**WORK ITEM:** Output each line of the data word for word, from the first through the line that holds "Annotation task. Dump", and leave off whatever follows.

*** DATA SHOWN

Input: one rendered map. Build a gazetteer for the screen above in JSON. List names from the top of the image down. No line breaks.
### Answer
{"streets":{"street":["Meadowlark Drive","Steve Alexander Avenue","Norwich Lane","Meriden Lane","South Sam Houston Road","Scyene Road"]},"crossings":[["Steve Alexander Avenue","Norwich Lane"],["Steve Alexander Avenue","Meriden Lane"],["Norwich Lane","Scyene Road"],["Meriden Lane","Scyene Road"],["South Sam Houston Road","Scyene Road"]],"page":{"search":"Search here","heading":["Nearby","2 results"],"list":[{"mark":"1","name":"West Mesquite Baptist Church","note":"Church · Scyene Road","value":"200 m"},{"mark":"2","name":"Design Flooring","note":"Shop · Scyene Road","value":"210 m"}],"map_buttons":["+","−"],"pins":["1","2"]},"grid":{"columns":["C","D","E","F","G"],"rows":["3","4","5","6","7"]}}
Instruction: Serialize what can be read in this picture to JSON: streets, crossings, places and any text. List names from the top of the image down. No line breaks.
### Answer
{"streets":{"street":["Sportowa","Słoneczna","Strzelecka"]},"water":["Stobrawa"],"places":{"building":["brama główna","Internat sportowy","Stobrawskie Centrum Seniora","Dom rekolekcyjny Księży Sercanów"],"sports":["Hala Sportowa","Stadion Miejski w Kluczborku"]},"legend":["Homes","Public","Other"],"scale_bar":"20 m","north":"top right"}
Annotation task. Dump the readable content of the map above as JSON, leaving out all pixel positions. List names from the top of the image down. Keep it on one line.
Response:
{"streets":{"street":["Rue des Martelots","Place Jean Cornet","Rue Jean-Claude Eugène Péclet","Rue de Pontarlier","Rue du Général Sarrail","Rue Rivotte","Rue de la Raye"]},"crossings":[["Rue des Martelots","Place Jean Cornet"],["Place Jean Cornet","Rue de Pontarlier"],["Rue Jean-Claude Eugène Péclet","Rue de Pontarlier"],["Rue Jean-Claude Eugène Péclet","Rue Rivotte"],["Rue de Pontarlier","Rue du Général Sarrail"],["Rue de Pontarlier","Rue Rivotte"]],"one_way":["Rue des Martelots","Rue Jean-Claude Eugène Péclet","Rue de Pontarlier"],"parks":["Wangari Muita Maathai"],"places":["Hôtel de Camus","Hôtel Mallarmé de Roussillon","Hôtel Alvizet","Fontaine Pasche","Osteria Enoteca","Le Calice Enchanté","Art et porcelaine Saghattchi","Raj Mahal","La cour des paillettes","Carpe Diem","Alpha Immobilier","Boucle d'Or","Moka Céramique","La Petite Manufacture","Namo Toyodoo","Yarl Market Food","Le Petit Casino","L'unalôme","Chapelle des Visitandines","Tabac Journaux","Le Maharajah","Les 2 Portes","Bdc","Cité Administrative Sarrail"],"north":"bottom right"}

******

**ANSWER BOX:**
Input: one rendered map. Build a gazetteer for the screen above in JSON. List names from the top of the image down. No line breaks.
### Answer
{"streets":{"street":["Meadowlark Drive","Steve Alexander Avenue","Norwich Lane","Meriden Lane","South Sam Houston Road","Scyene Road"]},"crossings":[["Steve Alexander Avenue","Norwich Lane"],["Steve Alexander Avenue","Meriden Lane"],["Norwich Lane","Scyene Road"],["Meriden Lane","Scyene Road"],["South Sam Houston Road","Scyene Road"]],"page":{"search":"Search here","heading":["Nearby","2 results"],"list":[{"mark":"1","name":"West Mesquite Baptist Church","note":"Church · Scyene Road","value":"200 m"},{"mark":"2","name":"Design Flooring","note":"Shop · Scyene Road","value":"210 m"}],"map_buttons":["+","−"],"pins":["1","2"]},"grid":{"columns":["C","D","E","F","G"],"rows":["3","4","5","6","7"]}}
Instruction: Serialize what can be read in this picture to JSON: streets, crossings, places and any text. List names from the top of the image down. No line breaks.
### Answer
{"streets":{"street":["Sportowa","Słoneczna","Strzelecka"]},"water":["Stobrawa"],"places":{"building":["brama główna","Internat sportowy","Stobrawskie Centrum Seniora","Dom rekolekcyjny Księży Sercanów"],"sports":["Hala Sportowa","Stadion Miejski w Kluczborku"]},"legend":["Homes","Public","Other"],"scale_bar":"20 m","north":"top right"}
Annotation task. Dump the readable content of the map above as JSON, leaving out all pixel positions. List names from the top of the image down. Keep it on one line.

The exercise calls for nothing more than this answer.